┌──

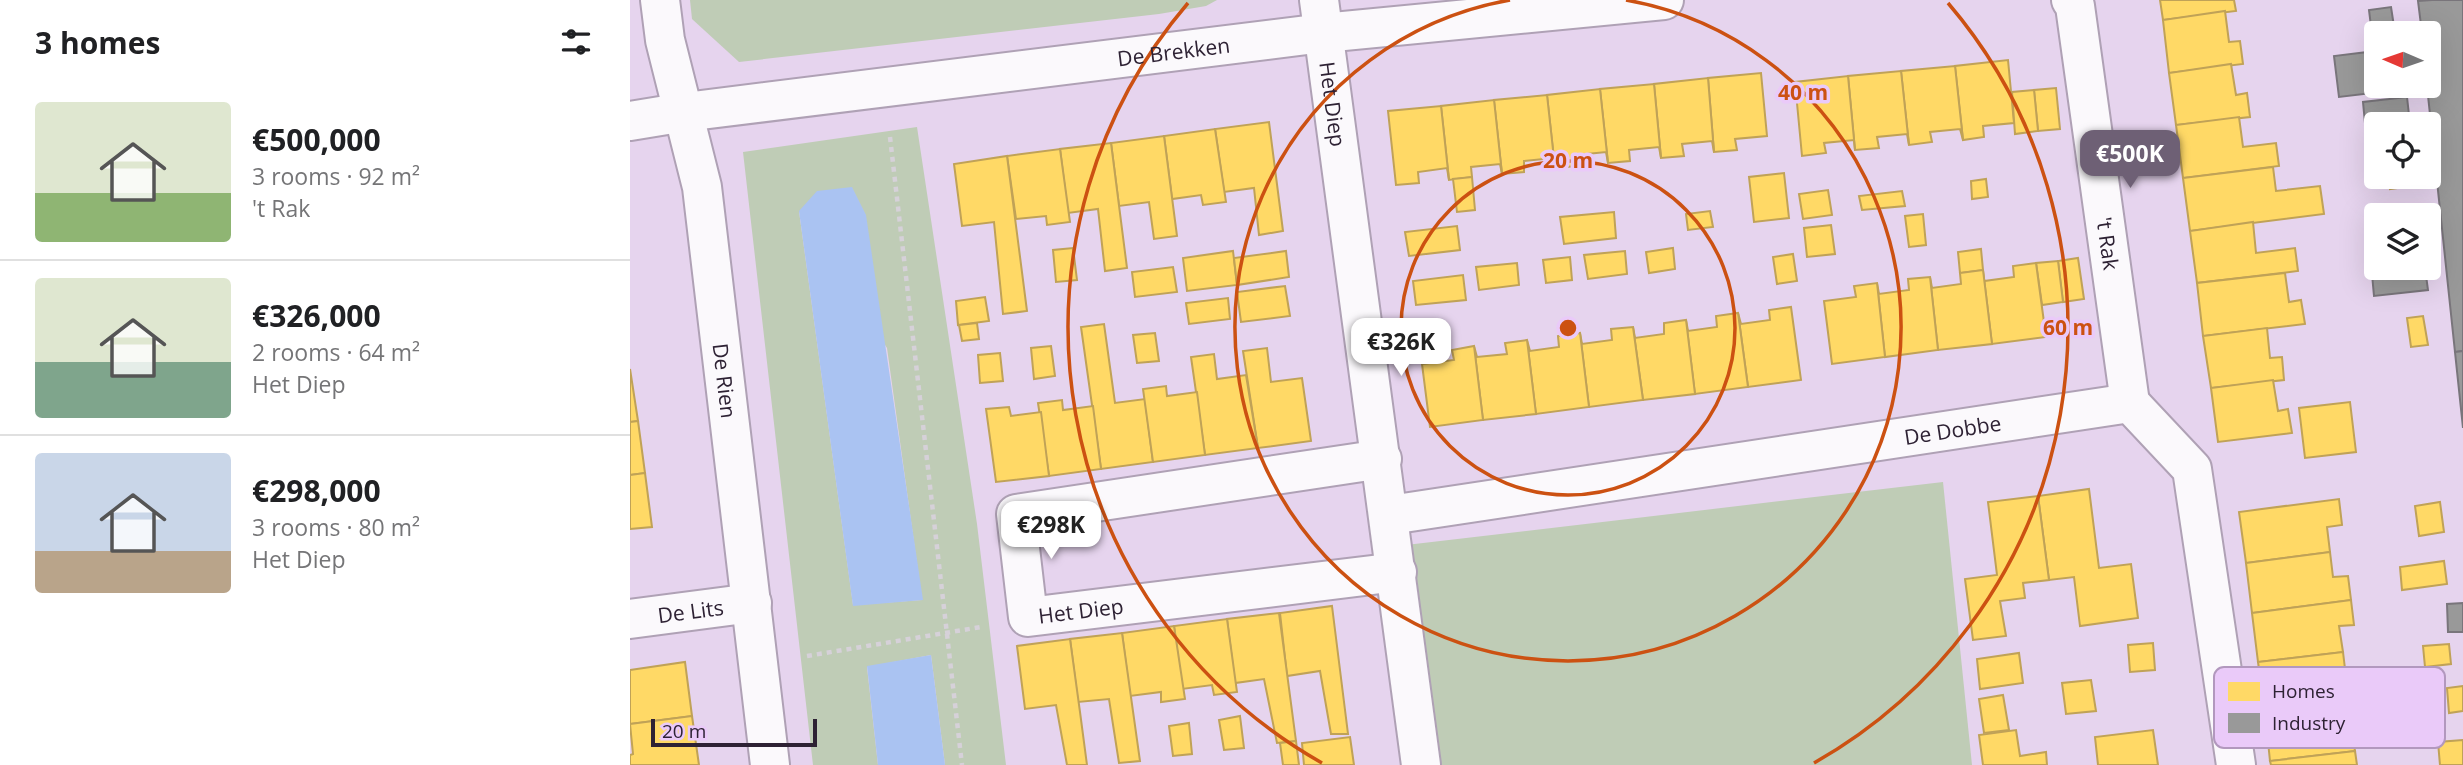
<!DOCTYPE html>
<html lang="en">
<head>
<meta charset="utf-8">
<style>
  :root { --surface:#fff; --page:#f2f2f2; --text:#202124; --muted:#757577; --line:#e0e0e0; --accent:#6e6075 }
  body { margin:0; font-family:"Open Sans",sans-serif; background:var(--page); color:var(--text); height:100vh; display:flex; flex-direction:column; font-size:26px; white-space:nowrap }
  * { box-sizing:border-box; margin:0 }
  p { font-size:23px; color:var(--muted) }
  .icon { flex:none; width:38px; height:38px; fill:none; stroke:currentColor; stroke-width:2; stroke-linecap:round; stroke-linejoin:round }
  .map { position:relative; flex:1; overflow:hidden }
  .sheet { display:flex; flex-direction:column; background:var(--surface); width:630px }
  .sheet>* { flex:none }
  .needle { width:46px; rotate:272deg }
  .buttons { position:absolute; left:1734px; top:21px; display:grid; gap:14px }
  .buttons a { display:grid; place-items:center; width:77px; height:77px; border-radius:7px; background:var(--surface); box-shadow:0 7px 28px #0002; font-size:35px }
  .scale { position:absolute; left:21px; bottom:18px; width:166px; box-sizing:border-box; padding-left:7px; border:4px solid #2e2234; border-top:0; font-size:19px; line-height:24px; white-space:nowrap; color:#2e2234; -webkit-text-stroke:5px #eacaf9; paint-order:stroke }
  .price { position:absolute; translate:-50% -60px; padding:0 16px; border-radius:14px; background:#fff; color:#222; font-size:23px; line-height:46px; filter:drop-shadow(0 2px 4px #0008) }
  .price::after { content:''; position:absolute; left:50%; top:42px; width:21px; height:16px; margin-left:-10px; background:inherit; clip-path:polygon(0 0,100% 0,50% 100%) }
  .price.current { background:var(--accent); color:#fff }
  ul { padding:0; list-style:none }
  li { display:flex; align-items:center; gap:21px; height:175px; padding:0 35px }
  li+li { border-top:2px solid var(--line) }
  li span { display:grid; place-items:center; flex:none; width:196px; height:140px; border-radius:7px; color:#555 }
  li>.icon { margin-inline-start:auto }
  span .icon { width:84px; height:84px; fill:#fffc; stroke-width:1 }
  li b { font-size:30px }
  h2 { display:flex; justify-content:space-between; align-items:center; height:84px; padding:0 35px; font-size:30px }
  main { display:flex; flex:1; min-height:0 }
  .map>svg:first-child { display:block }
</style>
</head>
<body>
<main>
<section class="sheet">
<h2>3 homes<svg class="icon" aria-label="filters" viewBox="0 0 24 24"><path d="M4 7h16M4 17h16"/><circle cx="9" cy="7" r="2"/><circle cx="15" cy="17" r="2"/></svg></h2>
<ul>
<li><span style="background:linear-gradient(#dfe7d0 65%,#8fb573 0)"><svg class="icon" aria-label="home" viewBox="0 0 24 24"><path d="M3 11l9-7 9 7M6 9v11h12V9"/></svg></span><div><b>€500,000</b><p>3 rooms · 92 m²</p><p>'t Rak</p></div></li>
<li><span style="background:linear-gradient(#dfe7d0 60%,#7fa58c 0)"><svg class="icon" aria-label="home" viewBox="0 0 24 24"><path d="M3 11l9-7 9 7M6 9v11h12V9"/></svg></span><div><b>€326,000</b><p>2 rooms · 64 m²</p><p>Het Diep</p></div></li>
<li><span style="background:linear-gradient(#c9d6e8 70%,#b9a48a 0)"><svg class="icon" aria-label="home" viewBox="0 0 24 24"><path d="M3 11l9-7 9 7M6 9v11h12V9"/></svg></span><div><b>€298,000</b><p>3 rooms · 80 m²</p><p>Het Diep</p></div></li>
</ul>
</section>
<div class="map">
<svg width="1833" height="765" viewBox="0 0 1833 765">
  <rect width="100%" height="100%" fill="#e6d4ee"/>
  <g fill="#bfccb6" fill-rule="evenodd">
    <polygon points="60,0 587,0 576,6 529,14 109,62 62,19"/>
    <path d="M287,127L347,524L376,765H315L301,655L237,667L248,765H183L113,152ZM169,211L257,348L292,600L223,605Z"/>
    <polygon points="1313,482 1342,765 808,765 776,545"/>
  </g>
  <g fill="#aac3f2">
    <polygon points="222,187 236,215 293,600 223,606 169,211 187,191"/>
    <polygon points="301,655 315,765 248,765 237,666"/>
  </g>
  <g fill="#ffd966" stroke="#c0a257" stroke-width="2">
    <polygon points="1530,0 1604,0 1606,11 1533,20"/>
    <polygon points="1595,11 1599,42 1610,41 1613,64 1539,73 1533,20"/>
    <polygon points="1378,60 1384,123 1353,126 1354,137 1333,140 1325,66"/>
    <polygon points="1601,64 1606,95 1617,93 1620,117 1546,125 1539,73"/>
    <polygon points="1325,66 1333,140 1330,129 1300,132 1302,142 1279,145 1271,71"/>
    <polygon points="1271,71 1279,145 1277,134 1247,137 1249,148 1225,150 1218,76"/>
    <polygon points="1131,73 1137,136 1105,139 1107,150 1084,152 1078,78"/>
    <polygon points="1218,76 1225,150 1224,140 1194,143 1196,153 1172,156 1165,82"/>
    <polygon points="1078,78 1084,152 1082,141 1052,144 1054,156 1031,158 1024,84"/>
    <polygon points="1024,84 1031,158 1029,147 999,150 1000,161 978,163 970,89"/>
    <polygon points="1426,88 1430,129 1408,131 1404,90"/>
    <polygon points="970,89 978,163 976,152 947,155 947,166 925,168 917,95"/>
    <polygon points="1404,90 1408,131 1385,134 1382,92"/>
    <polygon points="917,95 925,168 923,158 894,161 894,172 872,174 864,100"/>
    <polygon points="864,100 872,174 870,164 841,167 842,177 819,180 811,106"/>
    <polygon points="811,106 819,180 817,168 788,172 789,183 766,185 758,111"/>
    <polygon points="1609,117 1613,147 1646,143 1649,166 1553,178 1546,125"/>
    <polygon points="639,122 653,231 629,235 624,188 594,192 585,129"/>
    <polygon points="585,129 596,202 573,205 571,195 542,199 534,136"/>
    <polygon points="534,136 547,236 524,239 519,202 489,206 481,143"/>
    <polygon points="481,143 497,268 475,271 468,209 438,213 430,149"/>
    <polygon points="430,149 440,222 417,225 416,216 386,219 377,156"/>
    <polygon points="377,156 397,311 373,314 364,222 332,226 324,164"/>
    <polygon points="1643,167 1646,191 1690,186 1694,214 1560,231 1553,178"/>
    <polygon points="1154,173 1159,218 1124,222 1119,177"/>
    <polygon points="842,177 845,210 827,212 823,179"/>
    <polygon points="1759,177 1781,177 1782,186 1760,189"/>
    <polygon points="1356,179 1358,197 1342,199 1341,181"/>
    <polygon points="1198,190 1202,215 1173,219 1169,194"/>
    <polygon points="1272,191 1275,206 1232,210 1229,196"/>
    <polygon points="1080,211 1083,227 1058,230 1056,214"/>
    <polygon points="984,212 986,238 934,244 930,217"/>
    <polygon points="1293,214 1296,245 1279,247 1275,216"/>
    <polygon points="1623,222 1626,253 1665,248 1668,271 1567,283 1560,231"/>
    <polygon points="1201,225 1205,254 1177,257 1174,228"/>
    <polygon points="827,226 830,250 779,256 775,232"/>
    <polygon points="443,248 447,280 426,282 423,250"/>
    <polygon points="1043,248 1045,269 1019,273 1016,252"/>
    <polygon points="1351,249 1353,270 1330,273 1328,252"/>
    <polygon points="603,251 607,285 557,291 553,258"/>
    <polygon points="656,251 659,277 607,285 604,258"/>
    <polygon points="995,251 997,274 958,279 954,255"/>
    <polygon points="1163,254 1167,281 1147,284 1143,257"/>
    <polygon points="940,257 942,280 916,283 913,260"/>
    <polygon points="1448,258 1454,299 1433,302 1428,261"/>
    <polygon points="1428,261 1433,302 1412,305 1406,263"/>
    <polygon points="887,263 889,285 849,290 846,267"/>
    <polygon points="1406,263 1416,337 1362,344 1353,270 1354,281 1384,277 1383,266"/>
    <polygon points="543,267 547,292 505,297 502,272"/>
    <polygon points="1353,270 1362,344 1308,350 1300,277 1302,288 1331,284 1330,273"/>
    <polygon points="1655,273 1659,302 1671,300 1675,324 1573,336 1567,283"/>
    <polygon points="833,275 836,300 786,305 783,281"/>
    <polygon points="1300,277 1308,350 1255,357 1247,283 1249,294 1279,290 1278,279"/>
    <polygon points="1247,283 1255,357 1202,364 1194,301 1226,297 1224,286"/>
    <polygon points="655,286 660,316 611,322 607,292"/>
    <polygon points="355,297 359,321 328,325 326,301"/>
    <polygon points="598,298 600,319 559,324 556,303"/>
    <polygon points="1161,307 1171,380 1118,387 1108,313 1111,324 1140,320 1139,310"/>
    <polygon points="1108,313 1118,387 1065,394 1056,320 1058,331 1087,327 1086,316"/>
    <polygon points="1793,316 1798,345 1781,347 1777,318"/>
    <polygon points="1056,320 1065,394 1013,400 1003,327 1005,338 1034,334 1034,323"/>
    <polygon points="347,323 349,339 332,341 329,325"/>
    <polygon points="474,324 485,403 515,399 523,462 471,469 451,327"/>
    <polygon points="1003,327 1013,400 959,407 950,333 952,344 982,340 981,329"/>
    <polygon points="1637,328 1640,358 1652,357 1654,380 1581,388 1573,336"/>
    <polygon points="525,333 529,361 507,363 503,335"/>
    <polygon points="950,333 959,407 906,414 897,340 900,351 929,347 928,336"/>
    <polygon points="897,340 906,414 853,420 844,346 847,357 877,354 875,343"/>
    <polygon points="421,346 425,376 404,379 401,348"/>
    <polygon points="844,346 853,420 800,427 792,364 824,360 822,350"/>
    <polygon points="637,348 641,382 672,378 681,441 628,448 613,351"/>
    <polygon points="370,353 373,381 350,383 348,355"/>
    <polygon points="584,354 587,379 616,375 628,448 575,455 561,357"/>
    <polygon points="0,369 8,421 0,422"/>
    <polygon points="1643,380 1648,411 1658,409 1662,433 1588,442 1581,388"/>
    <polygon points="536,386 537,396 567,392 575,455 523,462 513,389"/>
    <polygon points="432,400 433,410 463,406 471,469 419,476 408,403"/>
    <polygon points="1720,402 1726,452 1675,458 1669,408"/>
    <polygon points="379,407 381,416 411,412 419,476 366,482 356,409"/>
    <polygon points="8,421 15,473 0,475 0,422"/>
    <polygon points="15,473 22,527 0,529 0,475"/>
    <polygon points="1459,489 1469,568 1501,564 1508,618 1450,626 1444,577 1419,580 1408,496"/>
    <polygon points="1408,496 1419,580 1393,583 1395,598 1370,601 1376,636 1343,640 1335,579 1367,575 1358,502"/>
    <polygon points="1709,499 1712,525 1697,527 1700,552 1616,563 1609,512"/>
    <polygon points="1810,502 1814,532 1789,536 1785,506"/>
    <polygon points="1700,552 1703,577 1718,576 1721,600 1622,613 1616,563"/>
    <polygon points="1814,561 1817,584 1772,590 1770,567"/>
    <polygon points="1721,600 1724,625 1709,626 1713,652 1628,662 1622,613"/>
    <polygon points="702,606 718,734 701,734 690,671 657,676 650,613"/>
    <polygon points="649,613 666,741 647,743 634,679 605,683 597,619"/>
    <polygon points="597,619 607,692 584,695 582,685 552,689 544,626"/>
    <polygon points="544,626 555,699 531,702 531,692 500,696 492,633"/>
    <polygon points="492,633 510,761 489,763 479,699 448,702 440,639"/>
    <polygon points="440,639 450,712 457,765 437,765 426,705 395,709 387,646"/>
    <polygon points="1523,643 1525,670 1500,672 1498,645"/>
    <polygon points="1819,644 1821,664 1795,667 1793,646"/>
    <polygon points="1713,652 1716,677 1731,675 1733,699 1635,712 1628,662"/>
    <polygon points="1389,653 1393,683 1350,689 1347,659"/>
    <polygon points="55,662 62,716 0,724 0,670"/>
    <polygon points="1461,680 1466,711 1436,714 1432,683"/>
    <polygon points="1833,686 1833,711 1819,713 1817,688"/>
    <polygon points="1373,695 1379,730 1354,733 1349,699"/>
    <polygon points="1733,699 1737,723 1721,726 1725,751 1640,761 1635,712"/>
    <polygon points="62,716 69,765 0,765 0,755 3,754 0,724"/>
    <polygon points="610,716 614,748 594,750 589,720"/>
    <polygon points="559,723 562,754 543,756 539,726"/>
    <polygon points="1386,730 1390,756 1416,752 1417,765 1353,765 1349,735"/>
    <polygon points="1523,730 1528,765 1468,765 1465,737"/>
    <polygon points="720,737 724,765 674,765 672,743"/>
    <polygon points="1833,740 1833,765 1810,765 1808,742"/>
    <polygon points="666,741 669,765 653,765 650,743"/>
    <polygon points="1725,751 1727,765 1641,765 1640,761"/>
  </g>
  <g fill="#999" stroke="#79757b" stroke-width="2">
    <polygon points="1802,0 1833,0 1833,351 1825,352 1797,86 1799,33 1792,33 1788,1"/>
    <polygon points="1761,7 1765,33 1746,33 1746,42 1743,42 1739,10"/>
    <polygon points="1746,51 1746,86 1775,86 1775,89 1709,97 1704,56"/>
    <polygon points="1777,97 1780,124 1746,124 1746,133 1736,134 1733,102"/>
    <polygon points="1746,262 1746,268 1795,268 1798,290 1744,296 1741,263"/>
    <polygon points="1833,351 1833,428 1825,352"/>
    <polygon points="1833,603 1833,632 1818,632 1817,604"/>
  </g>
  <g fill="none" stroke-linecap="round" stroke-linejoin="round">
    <g stroke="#afa1b5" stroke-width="42">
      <g id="minor">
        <path id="s1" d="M30,0L35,40L72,187L140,765"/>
        <path id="s2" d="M689,0L791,765"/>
        <path id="s3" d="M1441,0L1445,6L1500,403"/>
        <path id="s4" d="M0,121L55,112L693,33L1034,0"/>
        <path id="s5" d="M752,459L386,514L398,617L767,572"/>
        <path id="s6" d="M760,515L1500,403L1562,469L1606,765"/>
        <path id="s7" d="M0,619L122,603"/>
      </g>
    </g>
    <g stroke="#d6d1d9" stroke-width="4.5" stroke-dasharray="5 5" stroke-linecap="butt">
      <polyline points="260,137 332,765"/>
      <polyline points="177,656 351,627"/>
    </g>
    <use href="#minor" stroke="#fbf9fc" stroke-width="38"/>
  </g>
  <g fill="none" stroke="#cc5112" stroke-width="3.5">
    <circle cx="938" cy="328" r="167"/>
    <path d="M996 0A333 333 0 1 1 880 0"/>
    <path d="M692 763A500 500 0 0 1 558 3M1318 3A500 500 0 0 1 1184 763"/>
  </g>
  <g text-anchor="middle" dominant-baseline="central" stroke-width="7" stroke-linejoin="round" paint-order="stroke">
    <g font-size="21" fill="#2e2234" stroke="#eacaf9">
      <text stroke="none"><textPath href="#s4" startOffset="548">De Brekken</textPath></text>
      <text stroke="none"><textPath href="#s2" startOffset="105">Het Diep</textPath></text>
      <text stroke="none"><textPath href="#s3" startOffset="247">'t Rak</textPath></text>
      <text stroke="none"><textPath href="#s1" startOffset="387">De Rien</textPath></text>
      <text stroke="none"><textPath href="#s6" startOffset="569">De Dobbe</textPath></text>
      <text stroke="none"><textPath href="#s7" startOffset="61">De Lits</textPath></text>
      <text stroke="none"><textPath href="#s5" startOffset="527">Het Diep</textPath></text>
    </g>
  </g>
  <rect x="1584" y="667" width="231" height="81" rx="10" fill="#eacaf9" stroke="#b298be" stroke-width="2"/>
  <rect x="1598" y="682" width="32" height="19" fill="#ffd966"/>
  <rect x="1598" y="713" width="32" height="20" fill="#999"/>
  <g font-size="19" fill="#2e2234">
    <text x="1642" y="698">Homes</text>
    <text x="1642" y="730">Industry</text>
  </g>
  <circle cx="938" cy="328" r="10" fill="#cc5112" stroke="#eacaf9" stroke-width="3.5"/>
  <g font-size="21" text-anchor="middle" font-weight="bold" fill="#cc5112" stroke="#eacaf9" stroke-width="7" stroke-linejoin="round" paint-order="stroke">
    <text x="1173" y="100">40 m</text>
    <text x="938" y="168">20 m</text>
    <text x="1438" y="335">60 m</text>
  </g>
</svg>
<div class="buttons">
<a><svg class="needle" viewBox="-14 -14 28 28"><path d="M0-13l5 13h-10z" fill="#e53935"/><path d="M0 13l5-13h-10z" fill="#757577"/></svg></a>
<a><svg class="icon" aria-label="locate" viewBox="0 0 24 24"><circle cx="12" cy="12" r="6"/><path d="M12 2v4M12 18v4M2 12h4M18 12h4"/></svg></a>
<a><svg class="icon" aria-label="layers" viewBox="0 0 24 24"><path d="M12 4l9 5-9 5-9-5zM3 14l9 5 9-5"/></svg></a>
</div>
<div class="scale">20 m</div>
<b class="price current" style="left:1500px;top:190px">€500K</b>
<b class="price" style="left:771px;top:378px">€326K</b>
<b class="price" style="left:421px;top:561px">€298K</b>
</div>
</main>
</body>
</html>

└──

PROMPT:
Pull every line with the word "direction" from the data.

SOLUTION TO THIS EXERCISE:
  body { margin:0; font-family:"Open Sans",sans-serif; background:var(--page); color:var(--text); height:100vh; display:flex; flex-direction:column; font-size:26px; white-space:nowrap }
  .sheet { display:flex; flex-direction:column; background:var(--surface); width:630px }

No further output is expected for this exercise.